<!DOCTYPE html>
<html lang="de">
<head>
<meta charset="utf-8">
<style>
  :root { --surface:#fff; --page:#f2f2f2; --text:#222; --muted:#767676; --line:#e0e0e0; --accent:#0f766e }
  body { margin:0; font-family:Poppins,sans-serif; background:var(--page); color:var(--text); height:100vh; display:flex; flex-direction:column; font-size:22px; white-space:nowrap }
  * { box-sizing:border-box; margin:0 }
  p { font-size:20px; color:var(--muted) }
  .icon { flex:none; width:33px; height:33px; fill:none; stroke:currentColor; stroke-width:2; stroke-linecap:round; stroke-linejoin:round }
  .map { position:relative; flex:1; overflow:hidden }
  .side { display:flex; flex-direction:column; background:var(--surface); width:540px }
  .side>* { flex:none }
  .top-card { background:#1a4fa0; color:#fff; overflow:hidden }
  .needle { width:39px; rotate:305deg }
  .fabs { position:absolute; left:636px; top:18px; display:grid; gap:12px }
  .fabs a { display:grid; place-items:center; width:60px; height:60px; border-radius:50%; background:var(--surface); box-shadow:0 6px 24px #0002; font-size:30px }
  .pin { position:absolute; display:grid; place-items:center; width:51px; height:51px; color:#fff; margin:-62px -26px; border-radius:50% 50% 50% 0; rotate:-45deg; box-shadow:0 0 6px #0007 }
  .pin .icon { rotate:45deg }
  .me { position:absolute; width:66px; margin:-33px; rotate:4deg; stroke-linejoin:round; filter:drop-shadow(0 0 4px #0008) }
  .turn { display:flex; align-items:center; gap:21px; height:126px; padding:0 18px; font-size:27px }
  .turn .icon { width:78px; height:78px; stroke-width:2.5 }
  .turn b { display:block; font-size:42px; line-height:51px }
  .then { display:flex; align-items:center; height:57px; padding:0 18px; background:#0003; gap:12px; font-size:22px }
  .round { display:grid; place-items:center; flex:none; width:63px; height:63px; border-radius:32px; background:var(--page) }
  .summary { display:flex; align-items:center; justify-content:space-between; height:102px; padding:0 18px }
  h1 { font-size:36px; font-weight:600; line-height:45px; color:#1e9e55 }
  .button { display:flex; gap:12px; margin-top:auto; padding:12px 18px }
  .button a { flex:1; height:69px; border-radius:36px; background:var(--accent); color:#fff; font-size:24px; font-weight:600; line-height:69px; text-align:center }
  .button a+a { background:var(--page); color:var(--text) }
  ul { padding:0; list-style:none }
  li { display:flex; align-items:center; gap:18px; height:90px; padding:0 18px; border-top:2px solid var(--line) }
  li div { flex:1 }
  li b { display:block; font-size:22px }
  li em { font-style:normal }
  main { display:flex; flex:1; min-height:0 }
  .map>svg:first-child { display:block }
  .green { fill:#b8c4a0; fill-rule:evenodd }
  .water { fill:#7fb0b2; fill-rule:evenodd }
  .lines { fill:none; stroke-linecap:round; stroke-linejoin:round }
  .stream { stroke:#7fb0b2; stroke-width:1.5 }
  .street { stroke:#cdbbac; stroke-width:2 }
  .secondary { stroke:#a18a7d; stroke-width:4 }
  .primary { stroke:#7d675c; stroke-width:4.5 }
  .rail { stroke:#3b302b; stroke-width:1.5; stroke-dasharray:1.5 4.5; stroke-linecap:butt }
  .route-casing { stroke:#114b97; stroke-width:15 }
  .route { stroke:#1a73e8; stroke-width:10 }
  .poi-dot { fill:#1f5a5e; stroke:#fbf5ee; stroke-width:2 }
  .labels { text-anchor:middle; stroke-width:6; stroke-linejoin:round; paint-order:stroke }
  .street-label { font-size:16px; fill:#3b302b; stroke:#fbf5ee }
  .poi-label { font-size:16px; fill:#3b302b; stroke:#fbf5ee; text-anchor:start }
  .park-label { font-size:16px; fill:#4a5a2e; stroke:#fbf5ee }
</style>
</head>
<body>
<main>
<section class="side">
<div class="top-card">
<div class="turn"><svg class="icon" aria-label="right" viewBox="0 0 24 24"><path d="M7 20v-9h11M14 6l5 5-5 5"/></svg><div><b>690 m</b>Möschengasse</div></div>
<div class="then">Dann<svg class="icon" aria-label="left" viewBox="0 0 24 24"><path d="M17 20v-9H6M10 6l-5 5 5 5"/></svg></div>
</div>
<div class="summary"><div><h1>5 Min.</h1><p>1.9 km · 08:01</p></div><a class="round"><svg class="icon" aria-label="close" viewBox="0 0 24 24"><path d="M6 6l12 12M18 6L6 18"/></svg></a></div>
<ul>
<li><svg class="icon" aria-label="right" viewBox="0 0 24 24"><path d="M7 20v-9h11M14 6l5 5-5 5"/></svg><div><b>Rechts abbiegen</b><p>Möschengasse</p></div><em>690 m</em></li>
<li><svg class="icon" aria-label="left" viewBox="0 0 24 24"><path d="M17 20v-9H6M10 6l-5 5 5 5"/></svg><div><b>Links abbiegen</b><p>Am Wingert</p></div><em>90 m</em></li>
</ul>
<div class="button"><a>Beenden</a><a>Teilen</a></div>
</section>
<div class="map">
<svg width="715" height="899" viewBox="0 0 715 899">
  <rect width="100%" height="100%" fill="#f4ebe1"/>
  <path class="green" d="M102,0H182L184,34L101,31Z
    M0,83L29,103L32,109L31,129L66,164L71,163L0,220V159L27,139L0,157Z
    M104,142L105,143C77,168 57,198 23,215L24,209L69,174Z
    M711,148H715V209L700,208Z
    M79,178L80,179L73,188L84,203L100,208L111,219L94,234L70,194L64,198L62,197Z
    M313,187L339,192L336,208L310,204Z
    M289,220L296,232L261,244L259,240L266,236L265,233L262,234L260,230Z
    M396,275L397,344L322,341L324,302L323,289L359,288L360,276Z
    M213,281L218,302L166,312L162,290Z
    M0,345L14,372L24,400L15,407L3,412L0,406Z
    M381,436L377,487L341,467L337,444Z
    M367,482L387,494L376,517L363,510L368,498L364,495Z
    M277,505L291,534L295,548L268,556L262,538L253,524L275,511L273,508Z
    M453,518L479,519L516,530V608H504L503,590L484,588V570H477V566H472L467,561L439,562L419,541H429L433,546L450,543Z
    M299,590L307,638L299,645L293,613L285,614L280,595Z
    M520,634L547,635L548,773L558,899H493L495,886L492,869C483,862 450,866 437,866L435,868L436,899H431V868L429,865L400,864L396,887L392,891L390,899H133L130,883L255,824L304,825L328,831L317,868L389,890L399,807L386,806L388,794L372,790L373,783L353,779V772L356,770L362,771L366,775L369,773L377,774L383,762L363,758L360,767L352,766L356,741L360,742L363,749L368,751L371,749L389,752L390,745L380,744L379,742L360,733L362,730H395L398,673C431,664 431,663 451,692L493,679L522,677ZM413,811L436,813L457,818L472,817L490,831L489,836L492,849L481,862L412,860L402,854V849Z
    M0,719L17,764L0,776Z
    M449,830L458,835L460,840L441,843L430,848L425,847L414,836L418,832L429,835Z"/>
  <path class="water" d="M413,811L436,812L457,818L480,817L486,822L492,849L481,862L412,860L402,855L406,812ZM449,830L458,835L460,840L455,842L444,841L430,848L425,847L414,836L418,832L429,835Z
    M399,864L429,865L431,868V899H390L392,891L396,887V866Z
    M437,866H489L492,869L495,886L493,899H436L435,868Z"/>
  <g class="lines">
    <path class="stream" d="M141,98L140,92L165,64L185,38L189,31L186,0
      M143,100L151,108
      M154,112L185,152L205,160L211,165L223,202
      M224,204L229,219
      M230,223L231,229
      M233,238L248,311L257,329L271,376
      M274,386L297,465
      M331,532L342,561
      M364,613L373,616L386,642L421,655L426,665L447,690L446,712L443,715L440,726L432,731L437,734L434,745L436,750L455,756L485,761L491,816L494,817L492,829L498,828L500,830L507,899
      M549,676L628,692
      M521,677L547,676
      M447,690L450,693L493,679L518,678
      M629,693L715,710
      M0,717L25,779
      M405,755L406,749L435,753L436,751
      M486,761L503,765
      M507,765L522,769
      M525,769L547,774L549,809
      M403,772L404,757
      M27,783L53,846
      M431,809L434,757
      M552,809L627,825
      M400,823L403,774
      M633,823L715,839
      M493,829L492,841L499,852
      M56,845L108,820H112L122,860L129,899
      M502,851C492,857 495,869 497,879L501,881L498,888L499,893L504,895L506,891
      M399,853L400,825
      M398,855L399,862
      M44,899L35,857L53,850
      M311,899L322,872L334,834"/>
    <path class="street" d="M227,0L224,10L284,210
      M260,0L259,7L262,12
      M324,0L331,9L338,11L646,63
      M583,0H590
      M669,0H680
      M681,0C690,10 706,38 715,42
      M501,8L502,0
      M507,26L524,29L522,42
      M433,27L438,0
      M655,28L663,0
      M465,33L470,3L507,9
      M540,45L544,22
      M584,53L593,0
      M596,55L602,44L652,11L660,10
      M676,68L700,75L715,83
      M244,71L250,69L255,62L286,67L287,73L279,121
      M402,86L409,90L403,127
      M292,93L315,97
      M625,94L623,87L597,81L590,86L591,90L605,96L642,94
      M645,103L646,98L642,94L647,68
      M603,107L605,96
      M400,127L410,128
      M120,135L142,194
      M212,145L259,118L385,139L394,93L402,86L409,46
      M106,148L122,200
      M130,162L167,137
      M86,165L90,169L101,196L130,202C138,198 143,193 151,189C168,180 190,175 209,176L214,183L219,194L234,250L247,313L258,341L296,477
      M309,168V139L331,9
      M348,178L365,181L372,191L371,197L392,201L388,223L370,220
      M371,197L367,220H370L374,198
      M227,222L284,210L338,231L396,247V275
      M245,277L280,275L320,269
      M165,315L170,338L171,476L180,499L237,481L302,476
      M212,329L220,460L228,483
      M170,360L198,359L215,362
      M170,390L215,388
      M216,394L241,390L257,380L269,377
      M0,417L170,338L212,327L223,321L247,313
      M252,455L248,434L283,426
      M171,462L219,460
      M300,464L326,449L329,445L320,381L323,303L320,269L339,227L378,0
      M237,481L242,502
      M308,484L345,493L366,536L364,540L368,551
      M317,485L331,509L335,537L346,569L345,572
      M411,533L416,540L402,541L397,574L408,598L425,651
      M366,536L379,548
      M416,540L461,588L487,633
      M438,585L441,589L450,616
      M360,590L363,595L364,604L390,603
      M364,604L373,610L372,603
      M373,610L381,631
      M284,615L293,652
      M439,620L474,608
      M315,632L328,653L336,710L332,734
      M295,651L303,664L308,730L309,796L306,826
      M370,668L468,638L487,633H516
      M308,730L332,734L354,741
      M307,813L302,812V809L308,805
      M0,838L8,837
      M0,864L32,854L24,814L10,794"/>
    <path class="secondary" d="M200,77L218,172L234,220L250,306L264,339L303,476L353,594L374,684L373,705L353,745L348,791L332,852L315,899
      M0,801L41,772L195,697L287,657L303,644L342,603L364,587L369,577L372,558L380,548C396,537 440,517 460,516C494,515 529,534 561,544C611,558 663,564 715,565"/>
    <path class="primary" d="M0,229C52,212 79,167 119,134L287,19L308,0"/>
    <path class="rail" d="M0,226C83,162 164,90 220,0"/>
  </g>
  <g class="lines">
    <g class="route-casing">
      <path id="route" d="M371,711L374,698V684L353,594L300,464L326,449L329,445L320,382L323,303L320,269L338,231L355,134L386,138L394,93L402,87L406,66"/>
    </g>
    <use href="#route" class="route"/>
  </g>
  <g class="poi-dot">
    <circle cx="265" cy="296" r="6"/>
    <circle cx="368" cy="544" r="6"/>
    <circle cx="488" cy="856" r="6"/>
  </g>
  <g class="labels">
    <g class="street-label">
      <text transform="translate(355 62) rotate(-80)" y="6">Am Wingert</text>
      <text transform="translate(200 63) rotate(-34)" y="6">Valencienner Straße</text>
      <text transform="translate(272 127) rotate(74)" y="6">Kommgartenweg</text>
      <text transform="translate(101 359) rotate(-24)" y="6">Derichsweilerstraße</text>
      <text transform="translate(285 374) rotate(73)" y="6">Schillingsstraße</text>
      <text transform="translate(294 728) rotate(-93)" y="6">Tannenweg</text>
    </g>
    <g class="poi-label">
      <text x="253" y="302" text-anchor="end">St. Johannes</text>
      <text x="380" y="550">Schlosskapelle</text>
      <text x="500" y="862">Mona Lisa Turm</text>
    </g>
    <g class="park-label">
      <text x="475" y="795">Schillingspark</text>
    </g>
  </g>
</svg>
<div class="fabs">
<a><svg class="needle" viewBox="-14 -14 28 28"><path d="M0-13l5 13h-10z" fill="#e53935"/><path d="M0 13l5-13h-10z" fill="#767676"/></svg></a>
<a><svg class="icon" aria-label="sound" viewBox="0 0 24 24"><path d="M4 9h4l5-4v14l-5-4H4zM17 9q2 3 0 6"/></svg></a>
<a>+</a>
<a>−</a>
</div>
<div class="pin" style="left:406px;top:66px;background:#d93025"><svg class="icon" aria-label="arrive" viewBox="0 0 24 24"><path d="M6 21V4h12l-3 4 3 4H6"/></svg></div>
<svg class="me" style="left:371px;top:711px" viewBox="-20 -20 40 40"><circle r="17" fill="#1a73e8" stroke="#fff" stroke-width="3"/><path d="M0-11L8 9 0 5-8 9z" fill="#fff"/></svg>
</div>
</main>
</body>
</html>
------------
• Task statement
Return only the lines between the one holding "M629,693L715,710" and the one holding "M171,462L219,460", inclusive, exactly as they appear above.

• Output for this task
      M629,693L715,710
      M0,717L25,779
      M405,755L406,749L435,753L436,751
      M486,761L503,765
      M507,765L522,769
      M525,769L547,774L549,809
      M403,772L404,757
      M27,783L53,846
      M431,809L434,757
      M552,809L627,825
      M400,823L403,774
      M633,823L715,839
      M493,829L492,841L499,852
      M56,845L108,820H112L122,860L129,899
      M502,851C492,857 495,869 497,879L501,881L498,888L499,893L504,895L506,891
      M399,853L400,825
      M398,855L399,862
      M44,899L35,857L53,850
      M311,899L322,872L334,834"/>
    <path class="street" d="M227,0L224,10L284,210
      M260,0L259,7L262,12
      M324,0L331,9L338,11L646,63
      M583,0H590
      M669,0H680
      M681,0C690,10 706,38 715,42
      M501,8L502,0
      M507,26L524,29L522,42
      M433,27L438,0
      M655,28L663,0
      M465,33L470,3L507,9
      M540,45L544,22
      M584,53L593,0
      M596,55L602,44L652,11L660,10
      M676,68L700,75L715,83
      M244,71L250,69L255,62L286,67L287,73L279,121
      M402,86L409,90L403,127
      M292,93L315,97
      M625,94L623,87L597,81L590,86L591,90L605,96L642,94
      M645,103L646,98L642,94L647,68
      M603,107L605,96
      M400,127L410,128
      M120,135L142,194
      M212,145L259,118L385,139L394,93L402,86L409,46
      M106,148L122,200
      M130,162L167,137
      M86,165L90,169L101,196L130,202C138,198 143,193 151,189C168,180 190,175 209,176L214,183L219,194L234,250L247,313L258,341L296,477
      M309,168V139L331,9
      M348,178L365,181L372,191L371,197L392,201L388,223L370,220
      M371,197L367,220H370L374,198
      M227,222L284,210L338,231L396,247V275
      M245,277L280,275L320,269
      M165,315L170,338L171,476L180,499L237,481L302,476
      M212,329L220,460L228,483
      M170,360L198,359L215,362
      M170,390L215,388
      M216,394L241,390L257,380L269,377
      M0,417L170,338L212,327L223,321L247,313
      M252,455L248,434L283,426
      M171,462L219,460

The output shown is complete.